# 20 News group set feature extraction

---

## Overview:

**This dataset is a collection of  20 newsgroups documents. The processing has been done for the purpose of feature extraction.**

*This is a list of the 20 newsgroups:*

- comp.graphics
- comp.os.ms-windows.misc
- comp.sys.ibm.pc.hardware
- comp.sys.mac.hardware
- comp.windows.x rec.autos
- rec.motorcycles
- rec.sport.baseball
- rec.sport.hockey sci.crypt
- sci.electronics
- sci.med
- sci.space
- misc.forsale talk.politics.misc
- talk.politics.guns
- talk.politics.mideast talk.religion.misc
- alt.atheism
- soc.religion.christian

#### Download Link: [20news-bydate.tar.gz ](http://qwone.com/~jason/20Newsgroups/20news-bydate.tar.gz) - 20 Newsgroups sorted by date; duplicates and some headers removed (18846 documents)

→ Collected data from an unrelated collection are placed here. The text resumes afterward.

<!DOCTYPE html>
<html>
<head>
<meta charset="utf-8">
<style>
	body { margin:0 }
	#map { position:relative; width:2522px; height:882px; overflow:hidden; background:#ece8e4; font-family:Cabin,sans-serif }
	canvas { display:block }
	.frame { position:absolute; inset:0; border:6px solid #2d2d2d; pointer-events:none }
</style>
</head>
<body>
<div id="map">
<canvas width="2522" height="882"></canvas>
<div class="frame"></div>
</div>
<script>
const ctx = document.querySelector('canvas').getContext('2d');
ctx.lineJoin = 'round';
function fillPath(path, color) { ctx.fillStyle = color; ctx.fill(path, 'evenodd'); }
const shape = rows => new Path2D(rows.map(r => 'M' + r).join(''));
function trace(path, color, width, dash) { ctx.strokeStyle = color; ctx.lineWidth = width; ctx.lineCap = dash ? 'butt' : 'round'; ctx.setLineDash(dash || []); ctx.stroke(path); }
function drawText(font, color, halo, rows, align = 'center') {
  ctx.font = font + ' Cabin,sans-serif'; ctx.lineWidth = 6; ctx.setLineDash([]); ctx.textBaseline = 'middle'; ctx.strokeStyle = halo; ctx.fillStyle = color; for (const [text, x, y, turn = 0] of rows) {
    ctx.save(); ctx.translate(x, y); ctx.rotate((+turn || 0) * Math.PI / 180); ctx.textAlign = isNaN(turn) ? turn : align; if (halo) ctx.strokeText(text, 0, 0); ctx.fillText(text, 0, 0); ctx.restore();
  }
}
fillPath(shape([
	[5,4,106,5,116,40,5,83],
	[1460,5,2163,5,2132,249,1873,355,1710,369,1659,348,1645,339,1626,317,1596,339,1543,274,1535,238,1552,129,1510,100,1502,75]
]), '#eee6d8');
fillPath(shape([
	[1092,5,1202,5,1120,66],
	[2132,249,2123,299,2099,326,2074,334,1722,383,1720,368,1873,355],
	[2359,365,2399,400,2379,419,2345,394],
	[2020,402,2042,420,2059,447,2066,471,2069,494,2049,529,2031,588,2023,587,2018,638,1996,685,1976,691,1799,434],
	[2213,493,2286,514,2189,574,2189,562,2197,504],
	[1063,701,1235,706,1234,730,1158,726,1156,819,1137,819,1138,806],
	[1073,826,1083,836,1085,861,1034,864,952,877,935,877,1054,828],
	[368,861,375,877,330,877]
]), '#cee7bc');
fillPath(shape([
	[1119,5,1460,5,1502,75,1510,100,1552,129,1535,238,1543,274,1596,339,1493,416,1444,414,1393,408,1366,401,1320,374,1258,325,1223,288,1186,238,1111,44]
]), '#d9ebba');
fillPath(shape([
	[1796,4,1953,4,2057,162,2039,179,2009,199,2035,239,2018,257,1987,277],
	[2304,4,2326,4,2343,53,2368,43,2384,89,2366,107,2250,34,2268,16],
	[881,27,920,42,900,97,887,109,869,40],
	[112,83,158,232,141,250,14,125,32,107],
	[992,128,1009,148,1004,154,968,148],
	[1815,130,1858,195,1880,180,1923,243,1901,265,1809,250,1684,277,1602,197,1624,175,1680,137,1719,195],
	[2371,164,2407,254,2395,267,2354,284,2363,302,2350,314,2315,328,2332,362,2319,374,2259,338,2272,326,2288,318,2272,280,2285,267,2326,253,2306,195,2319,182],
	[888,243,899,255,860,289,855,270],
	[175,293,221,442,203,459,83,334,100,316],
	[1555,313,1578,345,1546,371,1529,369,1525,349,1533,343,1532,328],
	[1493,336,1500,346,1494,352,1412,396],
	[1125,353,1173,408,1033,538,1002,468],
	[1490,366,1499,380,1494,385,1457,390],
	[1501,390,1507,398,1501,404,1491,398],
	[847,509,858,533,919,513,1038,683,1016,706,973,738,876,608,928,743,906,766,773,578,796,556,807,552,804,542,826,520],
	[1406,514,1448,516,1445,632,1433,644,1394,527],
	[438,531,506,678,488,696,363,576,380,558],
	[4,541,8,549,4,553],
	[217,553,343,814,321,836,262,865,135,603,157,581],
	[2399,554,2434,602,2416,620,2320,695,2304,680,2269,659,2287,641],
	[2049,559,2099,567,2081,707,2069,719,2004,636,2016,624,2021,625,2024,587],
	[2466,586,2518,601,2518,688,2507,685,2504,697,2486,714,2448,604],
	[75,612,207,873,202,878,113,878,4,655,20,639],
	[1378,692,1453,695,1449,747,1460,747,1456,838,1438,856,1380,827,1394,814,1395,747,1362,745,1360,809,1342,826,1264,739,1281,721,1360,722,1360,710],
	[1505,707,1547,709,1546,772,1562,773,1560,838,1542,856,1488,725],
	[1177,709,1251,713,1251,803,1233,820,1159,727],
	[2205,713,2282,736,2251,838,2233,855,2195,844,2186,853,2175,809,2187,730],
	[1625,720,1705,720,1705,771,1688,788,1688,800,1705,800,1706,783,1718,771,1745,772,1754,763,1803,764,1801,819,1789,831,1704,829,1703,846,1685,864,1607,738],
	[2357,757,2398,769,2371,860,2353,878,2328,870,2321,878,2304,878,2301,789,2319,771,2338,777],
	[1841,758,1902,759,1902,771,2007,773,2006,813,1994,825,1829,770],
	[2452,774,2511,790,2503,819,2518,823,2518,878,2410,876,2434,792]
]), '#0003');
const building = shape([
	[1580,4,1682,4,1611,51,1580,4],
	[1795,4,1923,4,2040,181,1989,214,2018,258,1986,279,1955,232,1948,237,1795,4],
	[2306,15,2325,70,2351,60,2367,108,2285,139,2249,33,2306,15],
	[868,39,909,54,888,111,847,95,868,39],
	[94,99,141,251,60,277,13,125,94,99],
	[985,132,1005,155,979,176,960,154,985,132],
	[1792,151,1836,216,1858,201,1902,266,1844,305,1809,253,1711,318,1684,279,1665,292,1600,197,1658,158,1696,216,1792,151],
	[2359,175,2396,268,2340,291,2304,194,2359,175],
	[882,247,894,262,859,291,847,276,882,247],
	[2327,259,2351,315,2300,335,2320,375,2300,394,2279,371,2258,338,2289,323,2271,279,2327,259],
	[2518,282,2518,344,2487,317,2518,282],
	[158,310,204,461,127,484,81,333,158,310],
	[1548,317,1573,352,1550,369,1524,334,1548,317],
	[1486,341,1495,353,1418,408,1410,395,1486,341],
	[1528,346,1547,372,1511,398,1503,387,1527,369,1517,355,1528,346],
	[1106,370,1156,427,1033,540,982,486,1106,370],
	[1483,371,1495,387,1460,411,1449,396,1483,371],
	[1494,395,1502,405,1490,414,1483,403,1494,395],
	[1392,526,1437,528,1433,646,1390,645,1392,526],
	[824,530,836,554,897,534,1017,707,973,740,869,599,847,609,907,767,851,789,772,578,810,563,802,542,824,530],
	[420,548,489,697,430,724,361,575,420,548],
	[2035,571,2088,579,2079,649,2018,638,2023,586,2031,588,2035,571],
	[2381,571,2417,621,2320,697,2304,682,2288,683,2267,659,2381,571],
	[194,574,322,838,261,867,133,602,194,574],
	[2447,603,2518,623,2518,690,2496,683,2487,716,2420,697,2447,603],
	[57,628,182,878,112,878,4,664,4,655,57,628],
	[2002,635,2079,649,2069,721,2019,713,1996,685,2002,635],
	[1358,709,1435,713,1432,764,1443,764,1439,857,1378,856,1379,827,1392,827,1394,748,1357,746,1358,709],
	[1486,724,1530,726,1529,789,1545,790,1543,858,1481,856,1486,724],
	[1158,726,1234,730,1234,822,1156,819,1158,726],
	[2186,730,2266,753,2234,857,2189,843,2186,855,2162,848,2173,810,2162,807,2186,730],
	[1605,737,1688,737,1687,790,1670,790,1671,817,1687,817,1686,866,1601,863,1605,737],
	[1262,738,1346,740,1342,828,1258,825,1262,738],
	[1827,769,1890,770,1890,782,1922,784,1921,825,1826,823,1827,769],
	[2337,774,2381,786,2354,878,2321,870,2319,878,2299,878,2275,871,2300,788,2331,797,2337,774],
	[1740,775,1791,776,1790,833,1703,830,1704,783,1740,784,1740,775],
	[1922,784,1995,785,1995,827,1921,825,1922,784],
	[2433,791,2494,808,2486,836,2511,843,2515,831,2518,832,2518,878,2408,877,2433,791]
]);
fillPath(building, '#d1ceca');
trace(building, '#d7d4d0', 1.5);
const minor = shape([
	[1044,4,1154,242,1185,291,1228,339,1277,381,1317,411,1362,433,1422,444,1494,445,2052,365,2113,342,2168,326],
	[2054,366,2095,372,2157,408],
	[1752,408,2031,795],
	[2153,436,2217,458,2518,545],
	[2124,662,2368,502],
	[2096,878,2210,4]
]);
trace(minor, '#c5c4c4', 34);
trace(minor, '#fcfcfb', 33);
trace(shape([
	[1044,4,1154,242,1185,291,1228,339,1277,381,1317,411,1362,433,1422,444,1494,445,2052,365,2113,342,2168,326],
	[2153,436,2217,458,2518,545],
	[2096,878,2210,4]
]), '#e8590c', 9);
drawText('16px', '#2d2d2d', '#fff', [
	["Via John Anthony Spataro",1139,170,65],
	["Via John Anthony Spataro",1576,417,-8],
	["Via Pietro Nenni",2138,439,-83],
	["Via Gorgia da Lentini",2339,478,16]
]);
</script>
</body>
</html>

The 20 newsgroup dataset was transformed by using the **Bag of word** and **Term frequency-Inverse document frequency (tf-idf)** method. The dataset after transformation consists of five main classes:
    
 - Computer
 - Recreational
 - Science
 - Talkshow
 - Other
 
 and each of these classes contains **`train.csv`** and **`test.csv`** files.
 
 
 **Used Methods**
 
 - [x] Bag of words - CountVectorizer
 - [x] Bag of Words - BinaryVectorizer
 - [x] TF-IDF - TfidfVectorizer




#### Generated CSV Files:

`comp_count_train.csv` `comp_count_test.csv` `comp_binary_train.csv` `comp_binary_test.csv` `comp_tfidf_train.csv` `comp_tfidf_test.csv`

`rec_count_train.csv` `rec_count_test.csv` `rec_binary_train.csv` `rec_binary_test.csv` `rec_tfidf_train.csv` `rec_tfidf_test.csv`

`sci_count_train.csv` `sci_count_test.csv` `sci_binary_train.csv` `sci_binary_test.csv` `sci_tfidf_train.csv` `sci_tfidf_test.csv`

`talk_count_train.csv` `talk_count_test.csv` `talk_binary_train.csv` `talk_binary_test.csv` `talk_tfidf_train.csv` `talk_tfidf_test.csv`

`other_count_train.csv` `other_count_test.csv` `other_binary_train.csv` `other_binary_test.csv` `other_tfidf_train.csv` `other_tfidf_test.csv`

### Import modules


- The **OS module** in Python provides a way of using **operating system dependent functionality.** Here we use *os.walk* to go through all the files, directories and roots.
- **Pandas** is a software library which use for **data manipulation and analysis**.
- 

In [1]:
import os
import pandas as pd
from string import punctuation

# libraries importing from scikit-learn
from sklearn.feature_extraction.text import CountVectorizer, TfidfVectorizer
from sklearn.model_selection import train_test_split

# natural language toolkit packages
import nltk
from nltk.corpus import stopwords
from nltk.tokenize.treebank import TreebankWordDetokenizer, TreebankWordTokenizer
from nltk.stem.snowball import  EnglishStemmer
from nltk.stem.wordnet import WordNetLemmatizer
from nltk.corpus import wordnet as wn
from nltk.tokenize import word_tokenize

In [2]:
# get the set of stop words
_stop_words = set(stopwords.words('english') + list(punctuation))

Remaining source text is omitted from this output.